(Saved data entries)
------------

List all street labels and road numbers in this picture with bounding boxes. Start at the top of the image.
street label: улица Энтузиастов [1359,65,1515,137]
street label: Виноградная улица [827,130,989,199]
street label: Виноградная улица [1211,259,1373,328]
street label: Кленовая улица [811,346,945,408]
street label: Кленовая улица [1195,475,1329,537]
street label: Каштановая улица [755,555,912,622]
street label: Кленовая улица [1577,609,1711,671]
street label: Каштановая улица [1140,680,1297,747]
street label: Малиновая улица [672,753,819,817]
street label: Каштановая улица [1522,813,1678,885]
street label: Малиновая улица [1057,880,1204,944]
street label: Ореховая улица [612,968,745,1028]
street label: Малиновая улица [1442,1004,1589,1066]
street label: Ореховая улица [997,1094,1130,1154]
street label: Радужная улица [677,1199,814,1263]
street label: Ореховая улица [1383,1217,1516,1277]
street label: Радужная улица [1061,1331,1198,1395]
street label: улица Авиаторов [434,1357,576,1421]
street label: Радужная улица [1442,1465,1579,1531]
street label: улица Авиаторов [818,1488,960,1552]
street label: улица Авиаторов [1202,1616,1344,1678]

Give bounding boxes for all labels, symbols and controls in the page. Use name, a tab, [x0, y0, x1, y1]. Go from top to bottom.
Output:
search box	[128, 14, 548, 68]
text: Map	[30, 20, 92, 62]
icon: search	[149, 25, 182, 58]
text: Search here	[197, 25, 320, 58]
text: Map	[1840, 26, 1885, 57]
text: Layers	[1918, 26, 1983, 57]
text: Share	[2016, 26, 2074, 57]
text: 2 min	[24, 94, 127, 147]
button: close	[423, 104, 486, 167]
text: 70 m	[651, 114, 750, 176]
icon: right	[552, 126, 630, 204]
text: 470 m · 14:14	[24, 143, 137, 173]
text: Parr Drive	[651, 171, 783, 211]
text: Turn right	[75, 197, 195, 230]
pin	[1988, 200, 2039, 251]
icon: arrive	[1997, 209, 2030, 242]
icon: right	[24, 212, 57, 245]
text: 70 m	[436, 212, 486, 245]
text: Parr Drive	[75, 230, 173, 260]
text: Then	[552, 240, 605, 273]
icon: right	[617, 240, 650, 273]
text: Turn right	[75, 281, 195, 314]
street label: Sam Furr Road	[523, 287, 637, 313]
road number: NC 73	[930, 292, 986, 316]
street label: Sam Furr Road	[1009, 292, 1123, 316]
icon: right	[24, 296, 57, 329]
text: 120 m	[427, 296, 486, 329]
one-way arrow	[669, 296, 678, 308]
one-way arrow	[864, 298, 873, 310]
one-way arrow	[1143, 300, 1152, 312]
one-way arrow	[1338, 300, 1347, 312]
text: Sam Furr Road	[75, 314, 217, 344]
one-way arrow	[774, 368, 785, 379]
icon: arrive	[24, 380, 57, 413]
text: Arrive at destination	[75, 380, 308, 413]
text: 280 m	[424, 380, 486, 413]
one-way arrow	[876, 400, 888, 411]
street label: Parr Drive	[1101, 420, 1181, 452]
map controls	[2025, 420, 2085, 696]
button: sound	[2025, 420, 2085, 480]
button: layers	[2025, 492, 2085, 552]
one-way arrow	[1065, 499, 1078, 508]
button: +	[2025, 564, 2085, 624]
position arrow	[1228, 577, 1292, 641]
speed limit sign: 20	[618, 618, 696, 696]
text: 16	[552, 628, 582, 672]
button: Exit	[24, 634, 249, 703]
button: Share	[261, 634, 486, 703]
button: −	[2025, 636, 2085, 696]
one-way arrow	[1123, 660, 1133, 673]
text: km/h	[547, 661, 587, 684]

------------

### PROBLEM REQUIREMENTS:
Write the data above out again in full, exactly.

### EXERCISE SOLUTION:
List all street labels and road numbers in this picture with bounding boxes. Start at the top of the image.
street label: улица Энтузиастов [1359,65,1515,137]
street label: Виноградная улица [827,130,989,199]
street label: Виноградная улица [1211,259,1373,328]
street label: Кленовая улица [811,346,945,408]
street label: Кленовая улица [1195,475,1329,537]
street label: Каштановая улица [755,555,912,622]
street label: Кленовая улица [1577,609,1711,671]
street label: Каштановая улица [1140,680,1297,747]
street label: Малиновая улица [672,753,819,817]
street label: Каштановая улица [1522,813,1678,885]
street label: Малиновая улица [1057,880,1204,944]
street label: Ореховая улица [612,968,745,1028]
street label: Малиновая улица [1442,1004,1589,1066]
street label: Ореховая улица [997,1094,1130,1154]
street label: Радужная улица [677,1199,814,1263]
street label: Ореховая улица [1383,1217,1516,1277]
street label: Радужная улица [1061,1331,1198,1395]
street label: улица Авиаторов [434,1357,576,1421]
street label: Радужная улица [1442,1465,1579,1531]
street label: улица Авиаторов [818,1488,960,1552]
street label: улица Авиаторов [1202,1616,1344,1678]

Give bounding boxes for all labels, symbols and controls in the page. Use name, a tab, [x0, y0, x1, y1]. Go from top to bottom.
Output:
search box	[128, 14, 548, 68]
text: Map	[30, 20, 92, 62]
icon: search	[149, 25, 182, 58]
text: Search here	[197, 25, 320, 58]
text: Map	[1840, 26, 1885, 57]
text: Layers	[1918, 26, 1983, 57]
text: Share	[2016, 26, 2074, 57]
text: 2 min	[24, 94, 127, 147]
button: close	[423, 104, 486, 167]
text: 70 m	[651, 114, 750, 176]
icon: right	[552, 126, 630, 204]
text: 470 m · 14:14	[24, 143, 137, 173]
text: Parr Drive	[651, 171, 783, 211]
text: Turn right	[75, 197, 195, 230]
pin	[1988, 200, 2039, 251]
icon: arrive	[1997, 209, 2030, 242]
icon: right	[24, 212, 57, 245]
text: 70 m	[436, 212, 486, 245]
text: Parr Drive	[75, 230, 173, 260]
text: Then	[552, 240, 605, 273]
icon: right	[617, 240, 650, 273]
text: Turn right	[75, 281, 195, 314]
street label: Sam Furr Road	[523, 287, 637, 313]
road number: NC 73	[930, 292, 986, 316]
street label: Sam Furr Road	[1009, 292, 1123, 316]
icon: right	[24, 296, 57, 329]
text: 120 m	[427, 296, 486, 329]
one-way arrow	[669, 296, 678, 308]
one-way arrow	[864, 298, 873, 310]
one-way arrow	[1143, 300, 1152, 312]
one-way arrow	[1338, 300, 1347, 312]
text: Sam Furr Road	[75, 314, 217, 344]
one-way arrow	[774, 368, 785, 379]
icon: arrive	[24, 380, 57, 413]
text: Arrive at destination	[75, 380, 308, 413]
text: 280 m	[424, 380, 486, 413]
one-way arrow	[876, 400, 888, 411]
street label: Parr Drive	[1101, 420, 1181, 452]
map controls	[2025, 420, 2085, 696]
button: sound	[2025, 420, 2085, 480]
button: layers	[2025, 492, 2085, 552]
one-way arrow	[1065, 499, 1078, 508]
button: +	[2025, 564, 2085, 624]
position arrow	[1228, 577, 1292, 641]
speed limit sign: 20	[618, 618, 696, 696]
text: 16	[552, 628, 582, 672]
button: Exit	[24, 634, 249, 703]
button: Share	[261, 634, 486, 703]
button: −	[2025, 636, 2085, 696]
one-way arrow	[1123, 660, 1133, 673]
text: km/h	[547, 661, 587, 684]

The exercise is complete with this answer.